Peter Beagle has a very distinctive writing style that combines clarity with unusual turns of phrase and simile. Many of his books also combine fairy story plots with an intense focus on characters’ internal emotional states and relationship dynamics. The characters know they’re in a fairy tale construction and comment on how they have to live up to the story they’re in, but the prince still has to peel his own potatoes.
“The magician stood erect, menacing the attackers with demons, metamorphoses, paralyzing ailments, and secret judo holds. Molly picked up a rock.”
A combination of The Princess Bride’s post-modernism with the melancholy of the Moomin books. When trying to come up with a way to describe it, the best I could do was “it leaves you feeling a certain way”, and I’m not sure I can think of a way to re-phrase that.
Decades later, after shaking off a controlling and abusive manager and having a career renaissance Beagle released the direct sequel The Way Home, catching up with the main characters years later; and then the more loosely-related In Calabria, where the unicorn appears in our world and has to deal with the onslaught of media attention.
The vibe of the film version is similar to Disney’s The Black Cauldron, released around the same time. Both are 80s animated films that seem more like they’re from the 70s, with a medieval folklore setting, slightly scratchy Xeroxed line art, and a darker and more melancholy tone, which were commercial flops in the cinema (and both source books feature princes called Lír/Llyr). The Black Cauldron however is a so-so adaptation of Lloyd Alexander’s excellent books, with much meddling from Disney. The film of The Last Unicorn is much the same as the book, aside from shearing off some subplots with townspeople, because Beagle wrote the screenplay (along with that of the cartoon of Return of the King). It also manages to add some aspects only possible in a visual medium, such as the medieval tapestry design of the introductory credits.

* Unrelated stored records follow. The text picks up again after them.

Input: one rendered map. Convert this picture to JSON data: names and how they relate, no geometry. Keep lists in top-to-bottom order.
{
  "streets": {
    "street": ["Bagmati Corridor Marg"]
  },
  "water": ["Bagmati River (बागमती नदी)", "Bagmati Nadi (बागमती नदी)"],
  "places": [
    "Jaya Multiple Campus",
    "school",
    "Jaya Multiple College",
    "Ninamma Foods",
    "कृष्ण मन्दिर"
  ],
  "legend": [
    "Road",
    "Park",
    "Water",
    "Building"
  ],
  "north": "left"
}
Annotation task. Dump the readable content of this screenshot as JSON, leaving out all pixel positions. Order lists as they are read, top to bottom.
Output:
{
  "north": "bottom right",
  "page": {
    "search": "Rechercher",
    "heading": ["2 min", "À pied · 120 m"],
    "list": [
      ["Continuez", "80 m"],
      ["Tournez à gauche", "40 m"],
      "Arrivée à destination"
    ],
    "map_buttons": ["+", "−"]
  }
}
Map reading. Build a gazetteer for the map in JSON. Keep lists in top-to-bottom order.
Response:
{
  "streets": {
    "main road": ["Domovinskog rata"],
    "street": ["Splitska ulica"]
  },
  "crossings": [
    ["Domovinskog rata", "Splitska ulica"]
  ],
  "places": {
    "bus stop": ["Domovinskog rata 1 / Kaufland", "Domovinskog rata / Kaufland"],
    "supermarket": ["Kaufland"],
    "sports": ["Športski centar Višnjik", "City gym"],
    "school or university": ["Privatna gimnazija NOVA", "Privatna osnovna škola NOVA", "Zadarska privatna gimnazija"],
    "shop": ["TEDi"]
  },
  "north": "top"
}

Aside from its dark tone, and all-star cast, the film is also known for its catchy, but somewhat cheesy folk-prog soundtrack written by Jimmy Webb of Wichita Lineman fame, and performed by folk duo America. In particular its dramatic theme tune with the chorus “I am aliiiiiiiiiive”. In May 2023 I was in a Spar supermarket in Graz, browsing the snacks, when the theme tune unexpectedly came on the in-store radio. I have a video I took just standing laughing like an idiot in front of a a shelf of Haribo with The Last Unicorn theme tune playing over the tannoy just because I couldn’t quite believe it was happening.
When I left the supermarket and walked back to the hotel, along the way there was a new bookshop on the square, which hadn’t been there on my previous visits to Graz. Unlike the average extremely disappointing Austrian bookshop, it had an excellent selection. In the window was a handsome German hardback edition of The Last Unicorn book. Fate was telling me to buy it. I told the owner of the shop that I was just in Spar, and they were playing the theme tune, but she had no idea it was a film. She had just ordered it for the shop because it looked like a cool book. I ended up with a matching hardback volume of The Way Home in German as well.